> Task brief:
Could you find each line of the data below that contains the word "padding" and copy those lines?

[Opening Supplied entries section]

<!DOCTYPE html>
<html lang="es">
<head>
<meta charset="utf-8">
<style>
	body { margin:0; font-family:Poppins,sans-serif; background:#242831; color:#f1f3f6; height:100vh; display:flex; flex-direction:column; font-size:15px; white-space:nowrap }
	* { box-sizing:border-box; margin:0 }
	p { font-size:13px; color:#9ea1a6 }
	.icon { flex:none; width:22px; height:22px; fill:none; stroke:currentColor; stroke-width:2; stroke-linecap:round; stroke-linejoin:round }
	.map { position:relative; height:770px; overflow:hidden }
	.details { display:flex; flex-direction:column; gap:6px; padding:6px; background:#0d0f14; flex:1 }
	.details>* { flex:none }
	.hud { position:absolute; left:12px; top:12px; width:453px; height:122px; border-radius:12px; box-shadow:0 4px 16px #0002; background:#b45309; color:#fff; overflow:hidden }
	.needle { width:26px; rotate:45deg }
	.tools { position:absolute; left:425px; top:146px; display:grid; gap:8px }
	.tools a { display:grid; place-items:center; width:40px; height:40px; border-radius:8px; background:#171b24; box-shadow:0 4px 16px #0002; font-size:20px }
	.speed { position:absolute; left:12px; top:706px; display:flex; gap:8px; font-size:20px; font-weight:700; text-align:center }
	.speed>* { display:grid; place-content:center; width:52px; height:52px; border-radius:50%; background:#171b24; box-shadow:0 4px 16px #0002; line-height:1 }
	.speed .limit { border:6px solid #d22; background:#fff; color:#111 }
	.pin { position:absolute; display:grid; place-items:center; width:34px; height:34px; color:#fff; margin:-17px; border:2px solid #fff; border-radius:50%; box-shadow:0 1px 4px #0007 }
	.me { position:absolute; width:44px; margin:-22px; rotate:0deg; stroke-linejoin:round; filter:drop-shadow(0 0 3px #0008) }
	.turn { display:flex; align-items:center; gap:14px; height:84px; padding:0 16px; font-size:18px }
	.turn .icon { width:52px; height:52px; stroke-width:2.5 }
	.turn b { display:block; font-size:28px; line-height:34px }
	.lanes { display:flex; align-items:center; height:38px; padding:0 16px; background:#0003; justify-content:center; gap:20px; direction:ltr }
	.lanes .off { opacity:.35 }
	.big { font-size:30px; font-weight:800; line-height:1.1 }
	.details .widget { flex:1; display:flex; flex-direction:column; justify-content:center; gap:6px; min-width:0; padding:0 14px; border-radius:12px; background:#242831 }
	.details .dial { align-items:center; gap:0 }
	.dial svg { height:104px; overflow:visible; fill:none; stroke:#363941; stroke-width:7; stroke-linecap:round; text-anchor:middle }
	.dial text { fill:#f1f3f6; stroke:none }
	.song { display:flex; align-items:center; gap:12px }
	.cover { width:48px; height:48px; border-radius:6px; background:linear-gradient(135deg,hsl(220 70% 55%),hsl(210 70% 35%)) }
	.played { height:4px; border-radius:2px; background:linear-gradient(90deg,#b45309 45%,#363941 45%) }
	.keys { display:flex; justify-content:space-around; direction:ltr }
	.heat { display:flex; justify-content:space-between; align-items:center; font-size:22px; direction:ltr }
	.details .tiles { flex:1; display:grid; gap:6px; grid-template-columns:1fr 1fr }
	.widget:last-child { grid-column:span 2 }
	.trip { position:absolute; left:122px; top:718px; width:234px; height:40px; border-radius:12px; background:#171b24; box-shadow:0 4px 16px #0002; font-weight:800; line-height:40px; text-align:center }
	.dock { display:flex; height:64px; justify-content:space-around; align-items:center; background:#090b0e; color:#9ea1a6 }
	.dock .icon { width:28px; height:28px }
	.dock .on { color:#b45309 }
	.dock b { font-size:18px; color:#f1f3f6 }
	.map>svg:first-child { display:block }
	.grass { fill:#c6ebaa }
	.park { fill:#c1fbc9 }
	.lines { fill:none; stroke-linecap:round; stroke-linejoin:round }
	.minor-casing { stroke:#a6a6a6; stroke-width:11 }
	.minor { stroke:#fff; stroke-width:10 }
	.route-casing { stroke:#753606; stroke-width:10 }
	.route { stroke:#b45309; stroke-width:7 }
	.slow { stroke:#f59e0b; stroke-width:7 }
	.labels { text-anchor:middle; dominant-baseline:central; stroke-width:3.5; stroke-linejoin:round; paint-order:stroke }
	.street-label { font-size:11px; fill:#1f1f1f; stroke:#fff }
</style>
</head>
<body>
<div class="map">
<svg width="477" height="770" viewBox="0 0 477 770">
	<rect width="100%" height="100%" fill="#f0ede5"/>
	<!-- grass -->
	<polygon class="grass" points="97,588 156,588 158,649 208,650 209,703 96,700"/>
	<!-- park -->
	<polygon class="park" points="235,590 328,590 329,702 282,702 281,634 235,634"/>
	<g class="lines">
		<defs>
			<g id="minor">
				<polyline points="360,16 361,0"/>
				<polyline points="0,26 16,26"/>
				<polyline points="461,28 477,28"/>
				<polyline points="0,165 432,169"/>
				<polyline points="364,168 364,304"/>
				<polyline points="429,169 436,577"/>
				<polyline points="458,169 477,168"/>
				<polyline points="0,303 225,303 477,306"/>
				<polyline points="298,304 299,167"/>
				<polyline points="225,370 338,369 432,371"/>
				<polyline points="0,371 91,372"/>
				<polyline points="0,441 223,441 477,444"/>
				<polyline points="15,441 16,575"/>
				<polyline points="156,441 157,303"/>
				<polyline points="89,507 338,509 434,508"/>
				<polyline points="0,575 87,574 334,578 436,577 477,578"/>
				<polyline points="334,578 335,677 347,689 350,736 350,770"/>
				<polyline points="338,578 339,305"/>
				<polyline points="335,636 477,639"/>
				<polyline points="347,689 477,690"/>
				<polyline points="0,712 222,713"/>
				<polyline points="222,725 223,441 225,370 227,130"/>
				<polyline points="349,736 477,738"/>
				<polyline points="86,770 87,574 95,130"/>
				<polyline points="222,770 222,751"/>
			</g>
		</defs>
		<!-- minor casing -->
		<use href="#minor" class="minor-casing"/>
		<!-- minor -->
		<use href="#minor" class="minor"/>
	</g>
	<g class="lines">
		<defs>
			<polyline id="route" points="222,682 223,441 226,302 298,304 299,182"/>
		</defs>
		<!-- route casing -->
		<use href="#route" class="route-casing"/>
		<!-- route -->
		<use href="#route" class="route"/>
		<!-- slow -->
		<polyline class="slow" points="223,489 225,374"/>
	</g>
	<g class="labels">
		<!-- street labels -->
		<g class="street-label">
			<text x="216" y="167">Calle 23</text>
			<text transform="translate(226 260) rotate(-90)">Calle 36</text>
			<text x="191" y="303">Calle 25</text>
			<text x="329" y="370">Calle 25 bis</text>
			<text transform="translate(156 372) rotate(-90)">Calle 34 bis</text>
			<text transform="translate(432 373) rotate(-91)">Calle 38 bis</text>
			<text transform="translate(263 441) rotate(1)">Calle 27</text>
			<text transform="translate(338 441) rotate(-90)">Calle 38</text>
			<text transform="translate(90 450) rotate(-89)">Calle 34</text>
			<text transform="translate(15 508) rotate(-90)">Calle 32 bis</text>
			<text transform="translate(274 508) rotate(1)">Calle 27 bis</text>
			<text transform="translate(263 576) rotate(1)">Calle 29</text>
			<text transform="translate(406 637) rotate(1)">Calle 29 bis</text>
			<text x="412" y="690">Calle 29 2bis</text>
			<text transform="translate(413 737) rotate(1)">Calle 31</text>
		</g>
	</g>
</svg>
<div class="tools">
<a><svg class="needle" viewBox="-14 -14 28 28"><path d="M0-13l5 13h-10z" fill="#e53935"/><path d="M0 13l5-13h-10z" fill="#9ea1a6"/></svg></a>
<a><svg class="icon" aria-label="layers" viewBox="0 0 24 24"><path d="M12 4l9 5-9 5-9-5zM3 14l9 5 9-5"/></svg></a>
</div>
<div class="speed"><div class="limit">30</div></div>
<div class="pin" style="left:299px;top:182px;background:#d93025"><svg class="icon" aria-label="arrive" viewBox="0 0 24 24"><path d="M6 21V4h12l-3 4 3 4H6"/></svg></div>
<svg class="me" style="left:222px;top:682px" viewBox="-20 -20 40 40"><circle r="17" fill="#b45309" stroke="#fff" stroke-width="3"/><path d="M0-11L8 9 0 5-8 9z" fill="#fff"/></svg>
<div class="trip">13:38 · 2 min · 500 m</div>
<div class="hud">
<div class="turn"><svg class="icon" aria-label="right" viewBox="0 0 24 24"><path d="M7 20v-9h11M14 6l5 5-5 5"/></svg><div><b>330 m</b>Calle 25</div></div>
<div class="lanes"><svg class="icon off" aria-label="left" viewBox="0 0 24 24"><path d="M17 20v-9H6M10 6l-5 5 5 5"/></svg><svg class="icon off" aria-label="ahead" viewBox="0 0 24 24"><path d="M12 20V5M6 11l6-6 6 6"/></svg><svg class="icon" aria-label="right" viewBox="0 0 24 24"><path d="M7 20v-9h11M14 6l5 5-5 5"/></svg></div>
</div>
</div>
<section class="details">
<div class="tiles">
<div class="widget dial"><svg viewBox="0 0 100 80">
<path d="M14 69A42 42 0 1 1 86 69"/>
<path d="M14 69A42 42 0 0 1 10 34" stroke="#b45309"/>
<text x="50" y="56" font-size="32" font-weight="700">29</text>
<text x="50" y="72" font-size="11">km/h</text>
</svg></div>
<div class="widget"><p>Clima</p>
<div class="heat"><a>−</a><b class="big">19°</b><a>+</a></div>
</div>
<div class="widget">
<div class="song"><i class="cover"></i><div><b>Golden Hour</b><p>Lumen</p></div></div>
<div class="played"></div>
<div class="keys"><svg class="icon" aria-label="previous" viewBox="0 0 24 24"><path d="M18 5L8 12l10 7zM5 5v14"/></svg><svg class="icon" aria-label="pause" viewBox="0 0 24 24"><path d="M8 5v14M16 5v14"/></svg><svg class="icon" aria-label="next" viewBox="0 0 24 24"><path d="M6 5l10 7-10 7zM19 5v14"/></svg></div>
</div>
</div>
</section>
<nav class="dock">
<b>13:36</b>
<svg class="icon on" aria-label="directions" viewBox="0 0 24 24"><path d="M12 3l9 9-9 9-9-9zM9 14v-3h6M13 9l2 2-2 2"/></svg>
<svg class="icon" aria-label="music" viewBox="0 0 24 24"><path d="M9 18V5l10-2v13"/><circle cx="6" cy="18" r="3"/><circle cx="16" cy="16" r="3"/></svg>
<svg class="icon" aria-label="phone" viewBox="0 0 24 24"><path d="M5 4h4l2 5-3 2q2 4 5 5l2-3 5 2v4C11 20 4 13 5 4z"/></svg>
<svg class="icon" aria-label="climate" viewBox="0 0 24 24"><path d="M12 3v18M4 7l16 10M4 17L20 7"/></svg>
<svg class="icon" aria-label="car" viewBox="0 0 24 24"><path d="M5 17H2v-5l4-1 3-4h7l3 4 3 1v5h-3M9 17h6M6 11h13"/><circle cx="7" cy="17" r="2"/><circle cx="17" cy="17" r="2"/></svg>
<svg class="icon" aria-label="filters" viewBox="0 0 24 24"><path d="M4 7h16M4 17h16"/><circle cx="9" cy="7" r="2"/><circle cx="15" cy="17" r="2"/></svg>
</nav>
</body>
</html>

[Closing Supplied entries section]

> Written solution:
	.details { display:flex; flex-direction:column; gap:6px; padding:6px; background:#0d0f14; flex:1 }
	.turn { display:flex; align-items:center; gap:14px; height:84px; padding:0 16px; font-size:18px }
	.lanes { display:flex; align-items:center; height:38px; padding:0 16px; background:#0003; justify-content:center; gap:20px; direction:ltr }
	.details .widget { flex:1; display:flex; flex-direction:column; justify-content:center; gap:6px; min-width:0; padding:0 14px; border-radius:12px; background:#242831 }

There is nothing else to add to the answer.